Retroflexion time in seconds of iGAZE2 vs conventional (with standard deviations)

Workload scores

Participants reported a significantly lower workload (raw NASA-TLX score) when using iGAZE2 vs the conventional endoscope (152.1 ± 63.4 vs 319.6 ± 81.6, p = 0.0001) (Fig. 6).

Fig. 6
figure 6

NASA-TLX score of iGAZE2 vs conventional (with standard deviations)

For all subdomains users found iGAZE2 to have a lower temporal demand: (30.0 ± 14.0 vs 67.1 ± 15.9, p = 0.0001), mental demand (34.2 ± 16.6 vs 60.0 ± 26.1, p = 0.0165), effort(40.0 ± 19.8 vs 71.7 ± 16.3, p = 0.0006), mental demand (34.2 ± 16.6 vs 60.0 ± 26.1, p = 0.0165), physical demand (24.6 ± 20.9 vs 63.3 ± 26.0, p = 0.0001)and frustration (27.9 ± 20.3 vs 57.5 ± 21.1, p = 0.0079) (Fig. 7).

Fig. 7
figure 7

Radar plot of NASA-TLX subdomains of iGAZE2 vs conventional (with standard deviations)

Discussion

We present the trial data of iGAZE2, an updated eye-controlled robotised endoscope control system. The previous trial using the original system proved the feasibility of an eye-controlled robotised endoscope control system. The trial also suggested the system may be more intuitive but was not designed to answer this question. The trial design of this new study used only novices and allowing us to ascertain the comparative intuitiveness of iGAZE2 vs conventional endoscopy through both objective and subjective measures.

All users were significantly quicker using iGAZE2 suggesting that iGAZE2, a gaze-controlled system was more intuitive denoted by the improved performance. The addition of a foot pedal also proved to be a more intuitive method to control retroflexion with significantly quicker completion of retroflexion with iGAZE2.

All users reported a significantly lower workload across all domains suggesting further the intuitiveness of iGAZE2 vs conventional endoscopy. In the previous trial this has been true other than for physical demand. The previous system used head tilting and body movement to control rotation and insertion of the endoscope. This was removed in iGAZE2 with insertion and withdrawal controlled by the right hand. This update seemed to improve the workload further with a significant lower physical demand in iGAZE2 vs conventional endoscopy.
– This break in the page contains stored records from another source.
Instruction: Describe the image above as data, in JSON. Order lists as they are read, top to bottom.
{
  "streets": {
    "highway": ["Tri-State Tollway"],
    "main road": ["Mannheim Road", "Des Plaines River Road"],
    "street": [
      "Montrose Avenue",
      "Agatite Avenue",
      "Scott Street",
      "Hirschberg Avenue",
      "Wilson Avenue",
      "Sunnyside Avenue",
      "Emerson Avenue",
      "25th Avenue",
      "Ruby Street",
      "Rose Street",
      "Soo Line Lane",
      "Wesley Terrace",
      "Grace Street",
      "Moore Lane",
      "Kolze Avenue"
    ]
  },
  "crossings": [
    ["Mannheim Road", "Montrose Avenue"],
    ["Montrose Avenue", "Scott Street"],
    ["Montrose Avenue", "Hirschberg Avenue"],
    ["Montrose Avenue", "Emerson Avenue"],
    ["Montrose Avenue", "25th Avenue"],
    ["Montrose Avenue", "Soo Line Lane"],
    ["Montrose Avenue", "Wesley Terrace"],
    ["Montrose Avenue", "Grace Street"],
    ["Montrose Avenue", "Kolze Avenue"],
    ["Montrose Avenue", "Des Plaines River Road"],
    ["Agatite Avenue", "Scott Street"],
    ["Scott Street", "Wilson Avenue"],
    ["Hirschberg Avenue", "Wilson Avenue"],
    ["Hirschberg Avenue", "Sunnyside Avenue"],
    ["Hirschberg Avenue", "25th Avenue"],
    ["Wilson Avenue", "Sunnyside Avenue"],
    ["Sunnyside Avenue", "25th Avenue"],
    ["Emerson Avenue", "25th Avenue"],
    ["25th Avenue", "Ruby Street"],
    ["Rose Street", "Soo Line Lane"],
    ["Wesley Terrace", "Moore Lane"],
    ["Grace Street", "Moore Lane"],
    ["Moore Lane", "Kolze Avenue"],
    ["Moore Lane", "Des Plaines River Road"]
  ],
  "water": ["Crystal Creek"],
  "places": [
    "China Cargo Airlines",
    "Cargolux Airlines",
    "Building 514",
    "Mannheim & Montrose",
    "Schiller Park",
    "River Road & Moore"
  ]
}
The new platform involves a combination of gaze and manual control. Only one hand is needed to insert and withdraw the endoscope leaving the other hand free. The other hand could be used to control instruments which currently is performed by a second person requiring the endoscopist to communicate and be reliant on assistant to perform critical tasks such as knife deployments, snare closure and coagulation grasping. When the endoscopist has the area of interest in the field of view all tip control could be done hands free with only intermittent use of the right hand to withdraw or insert the endoscope if needed during the intervention. The previous iteration was entirely hands free but introduction of the combined controlled system is demonstrated to still have a significantly improved performance and workload vs the conventional endoscope control system.

Limitations of this study include the simulated environment which does not truly represent the deformability and peristalsis seen in real endoscopy. Ethics have been obtained for a human trial which is planned next. Lower gastrointestinal endoscopy has different requirements including torque steering and therefore the outcomes cannot be applied to lower endoscopy.

Conclusions

The remit of endoscopy continues to grow requiring precision control via the conventional despite its well documented non intuitive and poor ergonomic control system. There has been much work on modernising the control system through use of robotics. The new iteration of our gaze-control system has proved to be a more intuitive control system than conventional endoscopy and is the only system we are aware of using gaze as a control input. The tip control remains hands free but insertion is now manual. This study has shown it remains favourable as a control system to a conventional endoscope. The updated system has a significantly smaller footprint and due to its setup can be fitted to any conventional endoscope through printing different 3D gears at a low cost. This system represents a further exciting step in this novel endoscope control system with the potential to reduce mental workload associated with advanced endoscopic procedures.